Nous voilà déjà en route pour notre dernier voyage vers Jérusalem. Le chapitre prochain sera l’entrée triomphale de Jésus dans la cité sainte et, en même temps le début de la fin… On y trouve d’ailleurs, comme une charnière de ce beau chapitre, la troisième annonce de la passion et de la résurrection, comme en Marc et Luc : « Au moment de monter à Jérusalem, Jésus prit à part les Douze et, pendant la route il leur dit : ‘Voici que nous montons à Jérusalem. Le Fils de l’homme sera livré aux chefs des prêtres et aux scribes, ils le condamneront à mort et le livreront aux païens pour qu’ils moquent de lui, le flagellent et le crucifient, et, le troisième jour, il ressuscitera.’ »

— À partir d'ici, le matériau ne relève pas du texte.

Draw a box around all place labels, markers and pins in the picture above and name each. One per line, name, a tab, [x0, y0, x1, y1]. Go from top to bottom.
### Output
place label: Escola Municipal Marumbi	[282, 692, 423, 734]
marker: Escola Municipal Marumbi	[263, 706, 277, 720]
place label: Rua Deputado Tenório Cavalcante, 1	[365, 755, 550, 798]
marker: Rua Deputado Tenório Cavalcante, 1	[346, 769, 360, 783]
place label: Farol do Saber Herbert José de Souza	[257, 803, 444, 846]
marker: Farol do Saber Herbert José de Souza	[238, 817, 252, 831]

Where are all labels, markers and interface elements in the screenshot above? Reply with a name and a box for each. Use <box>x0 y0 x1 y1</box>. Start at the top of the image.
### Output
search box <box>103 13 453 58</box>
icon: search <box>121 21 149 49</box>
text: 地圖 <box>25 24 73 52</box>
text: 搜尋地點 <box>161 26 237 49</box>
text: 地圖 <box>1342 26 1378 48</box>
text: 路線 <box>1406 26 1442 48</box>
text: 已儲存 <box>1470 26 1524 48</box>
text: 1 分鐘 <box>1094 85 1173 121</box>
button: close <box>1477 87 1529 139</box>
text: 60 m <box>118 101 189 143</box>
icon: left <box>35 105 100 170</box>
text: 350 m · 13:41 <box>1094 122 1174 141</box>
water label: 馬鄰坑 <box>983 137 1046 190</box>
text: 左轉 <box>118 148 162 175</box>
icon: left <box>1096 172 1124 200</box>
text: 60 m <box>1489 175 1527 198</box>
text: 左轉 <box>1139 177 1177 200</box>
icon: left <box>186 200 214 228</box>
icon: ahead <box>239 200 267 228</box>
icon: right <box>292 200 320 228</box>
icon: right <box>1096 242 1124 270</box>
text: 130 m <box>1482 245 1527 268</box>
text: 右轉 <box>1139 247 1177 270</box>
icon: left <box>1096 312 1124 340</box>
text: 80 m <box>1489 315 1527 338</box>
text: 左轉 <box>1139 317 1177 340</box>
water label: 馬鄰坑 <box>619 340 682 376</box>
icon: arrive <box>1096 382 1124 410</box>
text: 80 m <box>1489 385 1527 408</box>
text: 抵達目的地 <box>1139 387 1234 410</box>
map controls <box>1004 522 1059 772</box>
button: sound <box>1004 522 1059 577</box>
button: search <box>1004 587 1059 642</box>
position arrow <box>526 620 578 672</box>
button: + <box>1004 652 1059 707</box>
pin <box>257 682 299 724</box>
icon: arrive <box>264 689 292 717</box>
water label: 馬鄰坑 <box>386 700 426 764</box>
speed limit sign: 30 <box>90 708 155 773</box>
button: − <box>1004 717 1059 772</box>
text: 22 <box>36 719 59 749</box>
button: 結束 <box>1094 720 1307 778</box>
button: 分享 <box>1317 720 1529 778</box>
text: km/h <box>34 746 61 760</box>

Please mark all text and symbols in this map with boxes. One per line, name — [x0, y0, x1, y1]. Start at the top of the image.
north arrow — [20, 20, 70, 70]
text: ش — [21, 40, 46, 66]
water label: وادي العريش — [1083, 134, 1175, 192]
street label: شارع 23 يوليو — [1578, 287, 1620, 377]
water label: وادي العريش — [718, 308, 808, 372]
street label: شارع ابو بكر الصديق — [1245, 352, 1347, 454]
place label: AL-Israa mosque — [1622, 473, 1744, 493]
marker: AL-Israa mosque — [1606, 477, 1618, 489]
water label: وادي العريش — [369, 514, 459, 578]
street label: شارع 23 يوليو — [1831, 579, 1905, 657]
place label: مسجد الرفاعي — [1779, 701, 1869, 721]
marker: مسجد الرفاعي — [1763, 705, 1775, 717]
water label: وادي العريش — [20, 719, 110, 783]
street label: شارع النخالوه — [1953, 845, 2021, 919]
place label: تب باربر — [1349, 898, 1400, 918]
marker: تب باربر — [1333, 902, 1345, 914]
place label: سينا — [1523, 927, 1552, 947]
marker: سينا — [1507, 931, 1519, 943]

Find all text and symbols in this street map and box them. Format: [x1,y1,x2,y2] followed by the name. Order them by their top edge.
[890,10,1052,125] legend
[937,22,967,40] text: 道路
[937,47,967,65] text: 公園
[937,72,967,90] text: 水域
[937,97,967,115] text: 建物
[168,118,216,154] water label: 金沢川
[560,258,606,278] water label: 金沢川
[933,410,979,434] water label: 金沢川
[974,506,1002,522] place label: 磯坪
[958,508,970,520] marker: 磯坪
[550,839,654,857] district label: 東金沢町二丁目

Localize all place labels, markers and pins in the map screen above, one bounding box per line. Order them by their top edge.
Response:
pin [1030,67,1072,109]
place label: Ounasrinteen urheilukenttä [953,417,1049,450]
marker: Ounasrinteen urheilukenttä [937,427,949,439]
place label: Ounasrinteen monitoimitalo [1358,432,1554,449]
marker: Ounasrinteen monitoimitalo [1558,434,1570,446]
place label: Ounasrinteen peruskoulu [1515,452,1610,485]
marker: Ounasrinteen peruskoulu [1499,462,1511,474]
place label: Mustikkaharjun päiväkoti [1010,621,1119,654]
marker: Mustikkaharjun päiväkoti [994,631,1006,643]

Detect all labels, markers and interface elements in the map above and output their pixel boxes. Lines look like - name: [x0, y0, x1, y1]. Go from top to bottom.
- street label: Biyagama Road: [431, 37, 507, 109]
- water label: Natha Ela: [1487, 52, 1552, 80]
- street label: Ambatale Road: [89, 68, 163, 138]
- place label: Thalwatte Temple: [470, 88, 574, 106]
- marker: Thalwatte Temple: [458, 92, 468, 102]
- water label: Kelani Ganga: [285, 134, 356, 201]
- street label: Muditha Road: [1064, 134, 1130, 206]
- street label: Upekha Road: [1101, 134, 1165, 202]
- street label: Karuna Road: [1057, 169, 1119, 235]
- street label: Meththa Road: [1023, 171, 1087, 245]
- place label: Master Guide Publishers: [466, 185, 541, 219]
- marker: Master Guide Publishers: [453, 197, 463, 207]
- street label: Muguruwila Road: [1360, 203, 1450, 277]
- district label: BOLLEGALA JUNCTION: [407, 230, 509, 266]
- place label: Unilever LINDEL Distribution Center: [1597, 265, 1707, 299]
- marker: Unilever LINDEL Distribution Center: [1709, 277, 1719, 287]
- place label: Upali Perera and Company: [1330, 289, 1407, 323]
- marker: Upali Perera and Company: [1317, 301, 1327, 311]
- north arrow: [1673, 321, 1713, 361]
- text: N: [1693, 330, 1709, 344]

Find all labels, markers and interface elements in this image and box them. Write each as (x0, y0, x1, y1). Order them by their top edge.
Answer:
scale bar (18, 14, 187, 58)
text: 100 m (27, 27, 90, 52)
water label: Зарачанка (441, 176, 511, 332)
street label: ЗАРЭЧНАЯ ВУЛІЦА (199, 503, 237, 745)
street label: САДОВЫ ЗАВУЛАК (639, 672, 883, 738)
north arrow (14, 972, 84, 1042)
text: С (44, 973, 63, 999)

Aucun commentaire sur ces quelques phrases qui sont pourtant la clé pour comprendre tout l’Evangile, sans doute parce que les disciples eux-mêmes n’étaient pas encore capables de comprendre, d’imaginer même une toute petite part de ce qui allait réellement se passer. Ces pauvres disciples, après tout ce que Jésus leur avait déjà dit et montré, n’avaient encore presque rien compris. Au lieu de se préoccuper de ce qui allait arriver à Jésus, ils en étaient encore là à penser à eux-mêmes, à se regarder, à se comparer les uns aux autres avec des regards de jalousie, à se demander qui était le plus grand parmi eux.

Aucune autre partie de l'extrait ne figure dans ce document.